I just knew that quitting would magically make the panic attacks stop. I just knew quitting would allow me to gain back control over my life. Quitting would make me happy again.
BUT I was still hesitant. I was running so many scenarios in my mind. If this doesn’t work out as beautifully as I anticipated, then what?! If I can’t maintain these bills, then what?! How would I handle my baby telling me he’s hungry and I can’t afford to feed him?!
BUT then it hit me, what if it does?! What if it does work out and you get this freedom that you desire? What if this lifestyle that you’ve been dreaming about became your reality? What if you got paid to do something you love?
So. God was shaking things up. Who was I to stop him? I had more faith than I had fear. I allowed God to guide me.

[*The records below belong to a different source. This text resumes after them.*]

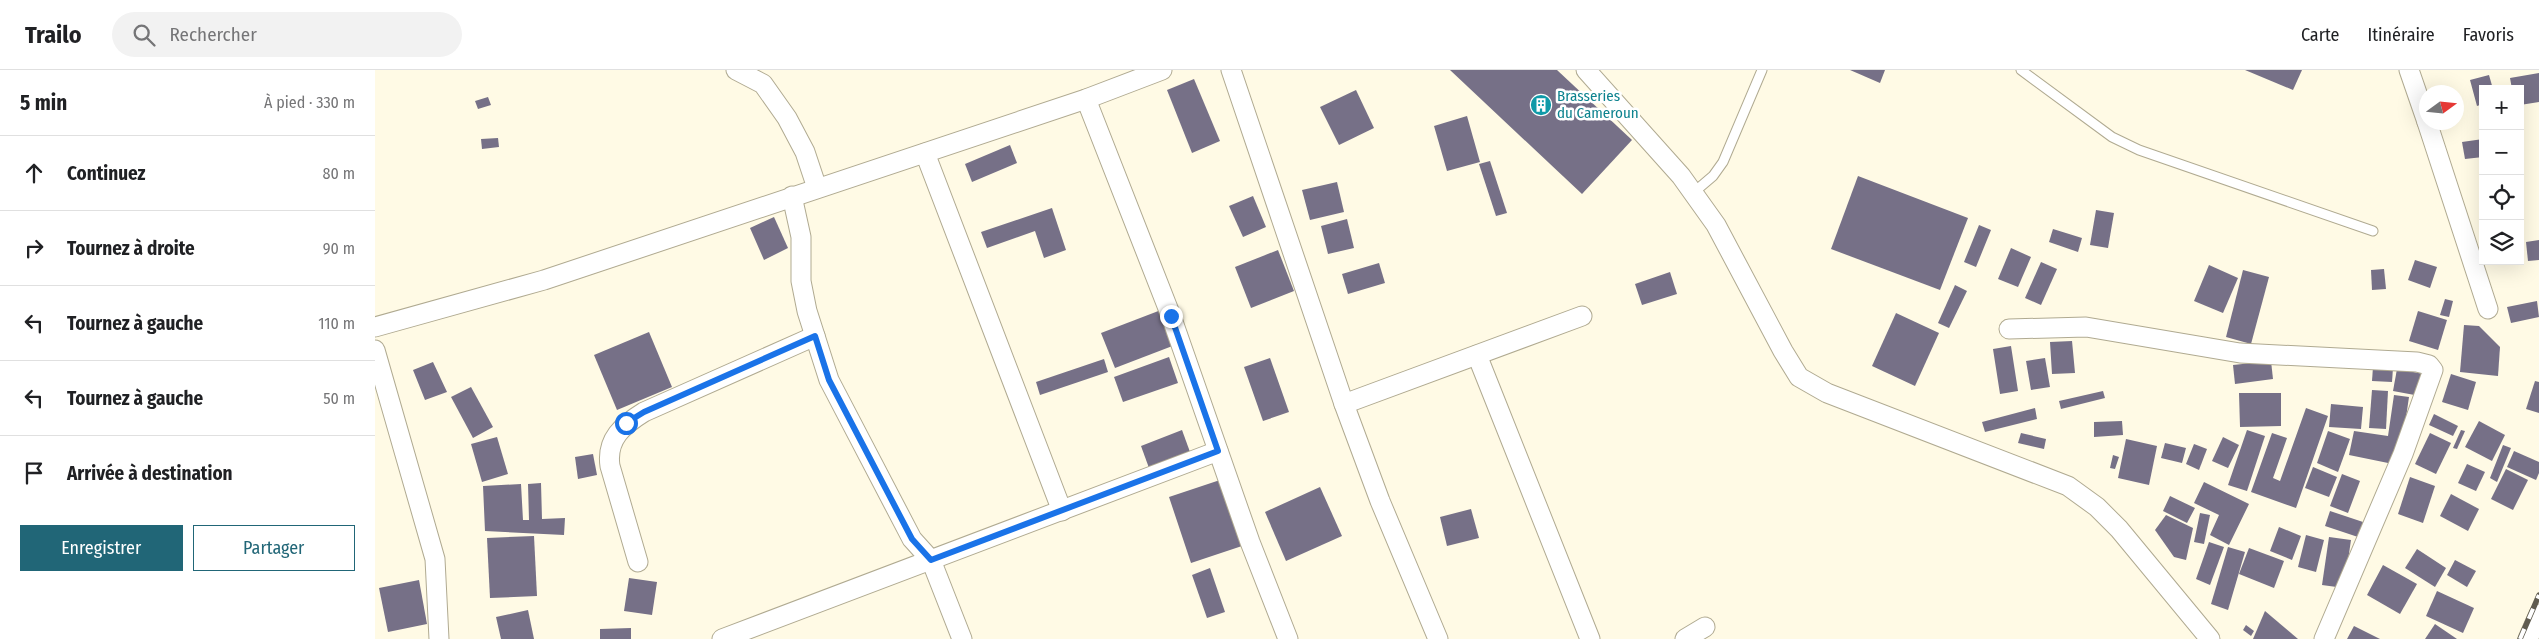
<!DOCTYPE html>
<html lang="fr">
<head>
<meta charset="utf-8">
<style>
  :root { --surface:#fff; --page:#f2f2f2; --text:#202124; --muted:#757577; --line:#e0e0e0; --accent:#216677 }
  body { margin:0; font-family:"Fira Sans Condensed",sans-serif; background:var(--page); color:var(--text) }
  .controls { position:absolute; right:15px; top:15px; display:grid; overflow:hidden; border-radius:0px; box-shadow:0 5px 20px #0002 }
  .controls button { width:45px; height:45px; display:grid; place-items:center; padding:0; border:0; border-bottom:1px solid var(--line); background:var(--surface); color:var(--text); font:25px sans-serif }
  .compass { position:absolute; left:2044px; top:15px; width:45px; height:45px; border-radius:50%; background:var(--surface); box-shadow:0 5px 20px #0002; rotate:75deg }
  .stop { position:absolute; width:15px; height:15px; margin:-11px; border:4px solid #1a73e8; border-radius:50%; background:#fff }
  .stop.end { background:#1a73e8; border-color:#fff; box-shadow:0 1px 5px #0008 }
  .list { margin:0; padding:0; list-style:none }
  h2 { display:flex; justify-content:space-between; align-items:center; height:65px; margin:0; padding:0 20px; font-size:21px }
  h2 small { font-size:16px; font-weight:400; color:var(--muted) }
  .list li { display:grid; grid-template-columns:32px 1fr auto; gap:15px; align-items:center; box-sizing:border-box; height:75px; padding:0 20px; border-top:1px solid var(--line) }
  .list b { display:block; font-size:19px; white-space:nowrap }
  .list em { font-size:16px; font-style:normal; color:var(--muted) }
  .actions { display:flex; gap:10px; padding:15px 20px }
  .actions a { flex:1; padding:11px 0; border:1px solid var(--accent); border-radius:0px; text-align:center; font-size:18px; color:var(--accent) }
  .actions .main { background:var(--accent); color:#fff }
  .icon { flex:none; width:28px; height:28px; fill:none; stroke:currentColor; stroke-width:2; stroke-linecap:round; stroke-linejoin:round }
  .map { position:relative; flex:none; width:2164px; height:569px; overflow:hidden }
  header { display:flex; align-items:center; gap:30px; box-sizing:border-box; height:70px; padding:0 25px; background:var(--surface); border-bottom:1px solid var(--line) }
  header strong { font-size:24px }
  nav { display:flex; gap:28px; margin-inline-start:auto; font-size:18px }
  .search { width:350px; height:45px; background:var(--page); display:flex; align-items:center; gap:12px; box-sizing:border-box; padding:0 18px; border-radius:28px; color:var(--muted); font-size:19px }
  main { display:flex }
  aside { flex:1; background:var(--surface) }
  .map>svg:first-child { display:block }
  .building { fill:#767087 }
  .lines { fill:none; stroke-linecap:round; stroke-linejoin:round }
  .lane-casing { stroke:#b0aa91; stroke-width:11 }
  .street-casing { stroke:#b0aa91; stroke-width:21 }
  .lane { stroke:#fff; stroke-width:9 }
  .street { stroke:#fff; stroke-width:19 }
  .rail-casing { stroke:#5f5b4f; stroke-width:5.5 }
  .rail { stroke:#fff; stroke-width:4; stroke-dasharray:11; stroke-linecap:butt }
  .route { stroke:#1a73e8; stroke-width:6 }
  .labels { text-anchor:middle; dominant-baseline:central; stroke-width:5; stroke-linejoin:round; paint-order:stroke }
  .culture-label { font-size:15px; fill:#0d838f; stroke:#fff; text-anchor:start }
</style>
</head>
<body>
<header>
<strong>Trailo</strong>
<div class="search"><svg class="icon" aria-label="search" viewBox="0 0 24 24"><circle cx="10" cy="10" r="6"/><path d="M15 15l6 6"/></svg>Rechercher</div>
<nav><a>Carte</a><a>Itinéraire</a><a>Favoris</a></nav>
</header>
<main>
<aside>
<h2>5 min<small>À pied · 330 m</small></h2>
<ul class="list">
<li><svg class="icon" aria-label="ahead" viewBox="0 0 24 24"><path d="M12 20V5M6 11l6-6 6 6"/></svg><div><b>Continuez</b></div><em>80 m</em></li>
<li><svg class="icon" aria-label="right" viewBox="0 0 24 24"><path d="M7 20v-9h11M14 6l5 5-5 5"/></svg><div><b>Tournez à droite</b></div><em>90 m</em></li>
<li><svg class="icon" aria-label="left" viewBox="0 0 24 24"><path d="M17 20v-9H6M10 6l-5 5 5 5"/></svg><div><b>Tournez à gauche</b></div><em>110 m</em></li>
<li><svg class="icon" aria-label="left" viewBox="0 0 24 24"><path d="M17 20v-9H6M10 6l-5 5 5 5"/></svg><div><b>Tournez à gauche</b></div><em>50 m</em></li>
<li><svg class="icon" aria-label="arrive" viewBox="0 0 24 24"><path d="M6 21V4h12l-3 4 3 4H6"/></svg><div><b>Arrivée à destination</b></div></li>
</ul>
<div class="actions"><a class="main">Enregistrer</a><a>Partager</a></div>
</aside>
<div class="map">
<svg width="2164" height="569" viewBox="0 0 2164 569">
  <rect width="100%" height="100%" fill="#fffae5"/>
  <!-- building -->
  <g class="building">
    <polygon points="1075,0 1182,0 1257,70 1207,124"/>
    <polygon points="1475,0 1510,0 1505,13"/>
    <polygon points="1870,0 1927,0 1918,20"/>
    <polygon points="2164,3 2164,32 2145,35 2145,19 2137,19 2135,8"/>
    <polygon points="2114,5 2118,19 2108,19 2108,34 2102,36 2095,10"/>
    <polygon points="819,9 845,71 817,83 792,20"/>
    <polygon points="981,20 999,58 964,75 945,37"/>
    <polygon points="113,27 116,35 103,39 100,31"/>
    <polygon points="1092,46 1105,92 1072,101 1059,56"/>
    <polygon points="123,68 124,77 107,79 106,69"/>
    <polygon points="2108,69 2108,87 2090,89 2087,72"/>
    <polygon points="635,75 642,93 597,112 590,94"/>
    <polygon points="1115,91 1132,143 1121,146 1104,94"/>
    <polygon points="1483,106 1593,148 1565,220 1456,179"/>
    <polygon points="962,112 969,142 935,150 927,120"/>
    <polygon points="878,126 891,157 868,167 854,136"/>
    <polygon points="677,138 691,180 669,188 660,161 612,178 606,162"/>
    <polygon points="1721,140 1739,143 1733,178 1715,175"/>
    <polygon points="399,147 413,178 389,190 375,158"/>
    <polygon points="972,149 979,178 953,184 946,156"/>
    <polygon points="1604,155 1616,160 1601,197 1589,192"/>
    <polygon points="1678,159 1707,168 1703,182 1674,172"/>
    <polygon points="2164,170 2164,190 2153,191 2151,172"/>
    <polygon points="1636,178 1656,187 1643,217 1623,209"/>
    <polygon points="903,180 919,221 876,238 860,197"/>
    <polygon points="2040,190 2062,197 2055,218 2033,210"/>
    <polygon points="1666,192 1682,199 1666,235 1650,228"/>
    <polygon points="1004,193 1010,213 973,224 967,204"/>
    <polygon points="1834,195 1863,208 1848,243 1819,231"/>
    <polygon points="2009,199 2011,219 1997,220 1996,200"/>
    <polygon points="1868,200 1894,207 1876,274 1851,267"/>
    <polygon points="1295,202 1302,224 1267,235 1260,214"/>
    <polygon points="1580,215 1592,221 1574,258 1563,253"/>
    <polygon points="2070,229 2078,231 2074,247 2065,245"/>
    <polygon points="2162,231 2164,247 2136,253 2132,237"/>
    <polygon points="786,240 800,275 740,298 726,263"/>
    <polygon points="2043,241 2072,250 2063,280 2034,271"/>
    <polygon points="1521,243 1564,263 1540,316 1497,296"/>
    <polygon points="2089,255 2104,256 2125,277 2123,306 2085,302"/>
    <polygon points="274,262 297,317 242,340 219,285"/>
    <polygon points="1697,271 1700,303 1677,304 1675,272"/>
    <polygon points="1636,276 1643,321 1625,324 1618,279"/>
    <polygon points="794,287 803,313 748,332 739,307"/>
    <polygon points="895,288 914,342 888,351 869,297"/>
    <polygon points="1670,288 1675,317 1656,320 1651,291"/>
    <polygon points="729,289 733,302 665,325 661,312"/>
    <polygon points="1896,291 1898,309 1860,314 1858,295"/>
    <polygon points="58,292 72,322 50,330 38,300"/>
    <polygon points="1998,297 2018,298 2017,312 1997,311"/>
    <polygon points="2022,299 2049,304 2045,326 2018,321"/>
    <polygon points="2076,304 2101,312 2093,340 2067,332"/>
    <polygon points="2160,311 2164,312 2164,343 2151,339"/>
    <polygon points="96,317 118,357 98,368 76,327"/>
    <polygon points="1997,320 2013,321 2011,359 1994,358"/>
    <polygon points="1728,321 1730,328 1686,339 1684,331"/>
    <polygon points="1864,323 1906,323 1906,356 1865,357"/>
    <polygon points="2019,325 2034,327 2028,368 2018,394 1974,385 1979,361 2013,366"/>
    <polygon points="1956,334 1988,337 1986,359 1954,357"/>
    <polygon points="1660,338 1662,349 1610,362 1607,352"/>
    <polygon points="1931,338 1953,346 1921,438 1876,422 1897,363 1912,368 1898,408 1905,411"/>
    <polygon points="2059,344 2083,356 2078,366 2054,355"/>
    <polygon points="1747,351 1748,365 1719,367 1719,352"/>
    <polygon points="2104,351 2130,365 2117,391 2090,377"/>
    <polygon points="807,360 815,382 774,398 766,376"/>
    <polygon points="1872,360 1890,366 1872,421 1853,415"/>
    <polygon points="2086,360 2090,361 2082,379 2078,378"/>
    <polygon points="1953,361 1975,369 1963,402 1942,393"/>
    <polygon points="1646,363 1671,369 1669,379 1643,373"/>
    <polygon points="2055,363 2076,373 2061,404 2040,394"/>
    <polygon points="122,367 133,404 107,412 96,374"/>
    <polygon points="1848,367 1864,375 1853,398 1837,391"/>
    <polygon points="1751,369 1782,376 1774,415 1743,408"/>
    <polygon points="1790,373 1811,378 1807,393 1786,388"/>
    <polygon points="1819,374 1832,379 1824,400 1811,394"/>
    <polygon points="2128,375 2136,378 2122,412 2115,408"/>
    <polygon points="2139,381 2164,392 2164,403 2161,410 2132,397"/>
    <polygon points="218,384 222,405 203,409 200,387"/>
    <polygon points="1738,385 1744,387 1740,399 1735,398"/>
    <polygon points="2092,394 2110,402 2101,421 2083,413"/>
    <polygon points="1938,397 1962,407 1954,427 1930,418"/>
    <polygon points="2131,399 2153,410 2138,440 2116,429"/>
    <polygon points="1967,404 1985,411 1973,443 1955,436"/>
    <polygon points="2035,407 2060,416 2048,453 2023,444"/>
    <polygon points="848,409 870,475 816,493 794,427"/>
    <polygon points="1829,412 1874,434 1854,475 1835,465 1844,445 1819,433"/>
    <polygon points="166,413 167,449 190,448 189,465 110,461 108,416 146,414 148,450 154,450 153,414"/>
    <polygon points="945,417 967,466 911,491 890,442"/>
    <polygon points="2076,424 2104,439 2093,461 2065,446"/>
    <polygon points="1795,426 1820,438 1812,453 1788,441"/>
    <polygon points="1096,439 1104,468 1072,476 1065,447"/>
    <polygon points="1955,441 1988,452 1983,467 1950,456"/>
    <polygon points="1825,443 1835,445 1829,474 1819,472"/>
    <polygon points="1791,445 1818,458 1811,490 1799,487 1780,460"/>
    <polygon points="1904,457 1926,466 1917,490 1895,481"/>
    <polygon points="1931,465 1949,470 1941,502 1923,497"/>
    <polygon points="159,466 162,526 115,528 112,468"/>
    <polygon points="1954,467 1976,470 1969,518 1947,515"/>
    <polygon points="1834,472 1849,477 1835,515 1821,509"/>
    <polygon points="1853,477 1870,482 1853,540 1836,534"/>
    <polygon points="1874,478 1909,491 1899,518 1864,504"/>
    <polygon points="2042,479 2071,498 2060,517 2030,498"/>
    <polygon points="2080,490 2101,501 2092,517 2072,505"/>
    <polygon points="2008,495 2042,514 2025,544 1992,525"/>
    <polygon points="835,498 850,542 832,548 817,505"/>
    <polygon points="254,508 282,512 277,545 249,541"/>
    <polygon points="44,510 52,554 13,562 4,518"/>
    <polygon points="2062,521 2099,538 2088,563 2051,546"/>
    <polygon points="153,540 159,569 126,569 121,547"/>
    <polygon points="1890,541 1923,569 1878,569"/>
    <polygon points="2060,554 2082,569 2050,569"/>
    <polygon points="1871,555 1879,561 1876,566 1868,560"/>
    <polygon points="1979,556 2005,569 1972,569"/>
    <polygon points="256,558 256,569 225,569 225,559"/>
  </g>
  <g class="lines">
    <!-- lane casing -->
    <g class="lane-casing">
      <g id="lane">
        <polyline points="1646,0 1737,67 1764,80 1998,161"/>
        <polyline points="1318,123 1338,106 1348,92 1387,0"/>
      </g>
    </g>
    <!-- street casing -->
    <g class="street-casing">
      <g id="street">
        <polyline points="361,0 388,14 412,48 430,82 442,118"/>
        <polyline points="856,0 969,334 1005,431 1063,569"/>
        <polyline points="1211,0 1306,106 1341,155 1408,281 1424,307 1452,323 1693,416 1722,437 1744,459 1835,569"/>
        <polyline points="2034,0 2052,52"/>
        <polyline points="711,29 796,246 875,472 913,569"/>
        <polyline points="2052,52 2113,239"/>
        <polyline points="550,83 687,441"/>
        <polyline points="417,126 426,167 426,211 432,241 454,310 537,469 556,490 587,569"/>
        <polyline points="0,257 169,210 711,29 787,0"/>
        <polyline points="1634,259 1711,257 1865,283 2042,292 2054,295 2058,300 2028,384 1949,569"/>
        <polyline points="0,280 60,489 64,569"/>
        <polyline points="1102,285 1215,569"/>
        <polyline points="969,334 1207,246"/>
        <path d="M263,492l-28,-96c-4,-27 13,-41 34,-54l171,-76"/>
        <polyline points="347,569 843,381"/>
        <polyline points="1310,569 1330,557"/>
        <polyline points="2153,569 2164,544"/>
      </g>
    </g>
    <!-- lane -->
    <use href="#lane" class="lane"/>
    <!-- street -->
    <use href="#street" class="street"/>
    <!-- rail casing -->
    <g class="rail-casing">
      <polyline id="rail" points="2145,569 2164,525"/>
    </g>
    <!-- rail -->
    <use href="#rail" class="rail"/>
  </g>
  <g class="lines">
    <!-- route -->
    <polyline class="route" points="251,353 269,342 440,266 454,310 537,469 556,490 843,381 796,246"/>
  </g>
  <!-- icons -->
  <defs>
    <g id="building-disc" transform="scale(1.125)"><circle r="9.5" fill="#0f9aa8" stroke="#fff"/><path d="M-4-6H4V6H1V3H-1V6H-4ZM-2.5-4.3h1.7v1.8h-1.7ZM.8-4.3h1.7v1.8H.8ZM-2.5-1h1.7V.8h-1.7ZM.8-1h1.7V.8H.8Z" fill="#fff"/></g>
  </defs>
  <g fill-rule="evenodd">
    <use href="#building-disc" x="1166" y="35"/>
  </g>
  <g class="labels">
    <!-- culture labels -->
    <g class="culture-label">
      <text x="1182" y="26">Brasseries<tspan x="1182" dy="17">du Cameroun</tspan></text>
    </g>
  </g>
</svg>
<div class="controls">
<button>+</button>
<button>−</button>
<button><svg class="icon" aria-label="locate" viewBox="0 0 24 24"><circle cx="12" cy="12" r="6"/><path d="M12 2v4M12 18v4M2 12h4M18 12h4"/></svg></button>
<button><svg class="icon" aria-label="layers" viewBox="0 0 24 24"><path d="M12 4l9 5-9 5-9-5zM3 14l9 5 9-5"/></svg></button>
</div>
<svg class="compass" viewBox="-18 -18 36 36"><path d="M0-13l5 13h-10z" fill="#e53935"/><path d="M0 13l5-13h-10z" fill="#757577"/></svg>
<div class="stop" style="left:251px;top:353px"></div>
<div class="stop end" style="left:796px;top:246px"></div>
</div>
</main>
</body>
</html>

See, God puts us all here for a specific purpose. He will prepare you for that mission through hardships and failures. He will mold you and shape you to handle all the blessings he has ready to gift you with but he will test you first. He will test you to make sure you’re really prepared for all that you’re asking. He will test you so that when he does pop it off you don’t lose it all like a bad dice roll.
Success happens after the struggle. God wants you to win. God wants you to ball but God wants to make sure you’re ready first. Trust the process. Best believe when it’s time he will make you uncomfortable.